* _Information provided_
....................
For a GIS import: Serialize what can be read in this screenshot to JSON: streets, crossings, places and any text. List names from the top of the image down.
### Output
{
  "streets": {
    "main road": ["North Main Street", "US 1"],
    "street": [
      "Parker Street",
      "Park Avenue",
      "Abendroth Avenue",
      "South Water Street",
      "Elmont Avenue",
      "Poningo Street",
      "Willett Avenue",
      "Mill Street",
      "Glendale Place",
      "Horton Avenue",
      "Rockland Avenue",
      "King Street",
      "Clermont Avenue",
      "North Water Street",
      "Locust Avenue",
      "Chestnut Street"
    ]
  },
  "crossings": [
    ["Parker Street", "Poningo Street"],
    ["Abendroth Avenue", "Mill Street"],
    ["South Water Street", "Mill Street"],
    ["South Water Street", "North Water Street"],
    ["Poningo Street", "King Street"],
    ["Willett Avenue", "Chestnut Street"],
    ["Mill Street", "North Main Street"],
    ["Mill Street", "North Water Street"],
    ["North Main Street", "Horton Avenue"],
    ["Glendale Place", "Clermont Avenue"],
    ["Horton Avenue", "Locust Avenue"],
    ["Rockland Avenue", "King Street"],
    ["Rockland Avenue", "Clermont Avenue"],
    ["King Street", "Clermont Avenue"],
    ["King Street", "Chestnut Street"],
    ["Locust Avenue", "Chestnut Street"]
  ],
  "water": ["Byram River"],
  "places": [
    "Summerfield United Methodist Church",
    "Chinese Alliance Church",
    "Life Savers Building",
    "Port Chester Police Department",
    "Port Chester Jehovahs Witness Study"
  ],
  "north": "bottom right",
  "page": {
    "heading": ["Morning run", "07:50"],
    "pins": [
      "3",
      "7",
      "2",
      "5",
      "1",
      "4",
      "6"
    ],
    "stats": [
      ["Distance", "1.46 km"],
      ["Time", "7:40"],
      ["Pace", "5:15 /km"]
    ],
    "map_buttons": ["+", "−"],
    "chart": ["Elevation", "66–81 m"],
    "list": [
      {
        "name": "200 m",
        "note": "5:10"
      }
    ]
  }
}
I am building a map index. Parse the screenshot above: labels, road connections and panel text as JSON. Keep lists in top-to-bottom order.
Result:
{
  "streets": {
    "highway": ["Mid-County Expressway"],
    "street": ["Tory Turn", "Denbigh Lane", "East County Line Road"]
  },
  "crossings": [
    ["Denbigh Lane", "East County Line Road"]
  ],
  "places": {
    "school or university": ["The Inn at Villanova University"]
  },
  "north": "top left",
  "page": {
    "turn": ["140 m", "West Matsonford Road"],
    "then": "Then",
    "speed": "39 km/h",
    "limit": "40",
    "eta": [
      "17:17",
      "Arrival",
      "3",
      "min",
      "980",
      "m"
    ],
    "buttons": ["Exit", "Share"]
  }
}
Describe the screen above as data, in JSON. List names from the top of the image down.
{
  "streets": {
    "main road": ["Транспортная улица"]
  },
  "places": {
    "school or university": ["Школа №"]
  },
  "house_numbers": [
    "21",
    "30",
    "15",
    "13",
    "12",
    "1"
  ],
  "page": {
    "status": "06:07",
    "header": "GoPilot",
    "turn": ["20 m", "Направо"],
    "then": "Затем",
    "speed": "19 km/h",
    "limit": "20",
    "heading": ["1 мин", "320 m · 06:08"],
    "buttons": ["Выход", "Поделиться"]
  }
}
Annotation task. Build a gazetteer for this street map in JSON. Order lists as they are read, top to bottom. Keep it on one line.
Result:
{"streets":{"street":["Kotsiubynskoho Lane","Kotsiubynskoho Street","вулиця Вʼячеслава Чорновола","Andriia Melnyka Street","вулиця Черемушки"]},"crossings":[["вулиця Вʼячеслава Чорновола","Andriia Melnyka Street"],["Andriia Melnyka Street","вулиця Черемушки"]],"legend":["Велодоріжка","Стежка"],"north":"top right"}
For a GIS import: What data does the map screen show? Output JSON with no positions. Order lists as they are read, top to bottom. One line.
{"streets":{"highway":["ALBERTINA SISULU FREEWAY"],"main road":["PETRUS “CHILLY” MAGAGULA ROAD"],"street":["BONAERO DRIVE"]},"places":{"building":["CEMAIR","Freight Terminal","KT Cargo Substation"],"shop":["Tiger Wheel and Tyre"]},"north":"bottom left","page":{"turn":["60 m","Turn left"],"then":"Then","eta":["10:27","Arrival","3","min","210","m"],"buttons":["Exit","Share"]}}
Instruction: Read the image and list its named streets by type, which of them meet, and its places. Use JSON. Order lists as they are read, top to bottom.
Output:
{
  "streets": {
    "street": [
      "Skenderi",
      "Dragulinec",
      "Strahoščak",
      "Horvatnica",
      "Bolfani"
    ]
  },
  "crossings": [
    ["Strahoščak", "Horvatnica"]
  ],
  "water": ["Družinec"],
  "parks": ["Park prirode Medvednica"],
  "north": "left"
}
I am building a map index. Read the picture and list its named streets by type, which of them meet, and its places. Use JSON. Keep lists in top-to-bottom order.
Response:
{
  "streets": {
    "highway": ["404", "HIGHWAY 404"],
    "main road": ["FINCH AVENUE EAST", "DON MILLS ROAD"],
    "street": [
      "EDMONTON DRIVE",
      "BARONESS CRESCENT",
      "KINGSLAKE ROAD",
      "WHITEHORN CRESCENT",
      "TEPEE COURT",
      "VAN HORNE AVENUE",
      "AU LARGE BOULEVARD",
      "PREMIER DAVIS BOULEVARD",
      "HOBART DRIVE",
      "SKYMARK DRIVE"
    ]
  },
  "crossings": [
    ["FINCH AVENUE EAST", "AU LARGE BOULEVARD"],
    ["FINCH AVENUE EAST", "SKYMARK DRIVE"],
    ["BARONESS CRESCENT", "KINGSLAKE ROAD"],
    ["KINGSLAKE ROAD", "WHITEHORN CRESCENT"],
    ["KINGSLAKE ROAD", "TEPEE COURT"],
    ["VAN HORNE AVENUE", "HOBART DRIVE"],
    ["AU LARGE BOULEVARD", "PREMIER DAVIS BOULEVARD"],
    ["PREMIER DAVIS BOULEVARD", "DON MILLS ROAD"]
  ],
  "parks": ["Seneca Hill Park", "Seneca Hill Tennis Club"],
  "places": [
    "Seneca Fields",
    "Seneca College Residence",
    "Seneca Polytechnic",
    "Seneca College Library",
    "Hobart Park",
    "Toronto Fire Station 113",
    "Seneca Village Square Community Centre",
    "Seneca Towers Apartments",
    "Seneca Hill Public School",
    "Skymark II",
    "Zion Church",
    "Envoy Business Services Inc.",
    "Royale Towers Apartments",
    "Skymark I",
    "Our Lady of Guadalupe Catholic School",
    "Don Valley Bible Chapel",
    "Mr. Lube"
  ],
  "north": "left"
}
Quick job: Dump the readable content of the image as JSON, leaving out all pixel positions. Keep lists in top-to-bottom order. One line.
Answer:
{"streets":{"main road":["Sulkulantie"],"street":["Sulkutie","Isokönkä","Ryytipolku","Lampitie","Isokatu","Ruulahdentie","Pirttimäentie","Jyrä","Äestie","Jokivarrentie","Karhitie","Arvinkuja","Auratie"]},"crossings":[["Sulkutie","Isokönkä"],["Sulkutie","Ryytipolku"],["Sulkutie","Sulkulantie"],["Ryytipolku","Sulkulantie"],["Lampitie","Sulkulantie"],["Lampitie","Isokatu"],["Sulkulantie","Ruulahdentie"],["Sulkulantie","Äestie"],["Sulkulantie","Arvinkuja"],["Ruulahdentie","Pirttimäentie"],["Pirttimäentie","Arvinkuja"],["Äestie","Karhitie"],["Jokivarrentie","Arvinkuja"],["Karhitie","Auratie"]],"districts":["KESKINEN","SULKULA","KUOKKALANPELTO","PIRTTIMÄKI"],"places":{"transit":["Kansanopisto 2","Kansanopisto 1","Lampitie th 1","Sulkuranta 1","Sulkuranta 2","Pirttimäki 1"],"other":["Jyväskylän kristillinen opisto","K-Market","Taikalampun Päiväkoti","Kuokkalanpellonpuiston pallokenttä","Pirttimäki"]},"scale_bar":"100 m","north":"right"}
....................
* _Task details_
Find the lines above that hold "which", then copy each of them.

* _Result of this task_
Instruction: Read the image and list its named streets by type, which of them meet, and its places. Use JSON. Order lists as they are read, top to bottom.
I am building a map index. Read the picture and list its named streets by type, which of them meet, and its places. Use JSON. Keep lists in top-to-bottom order.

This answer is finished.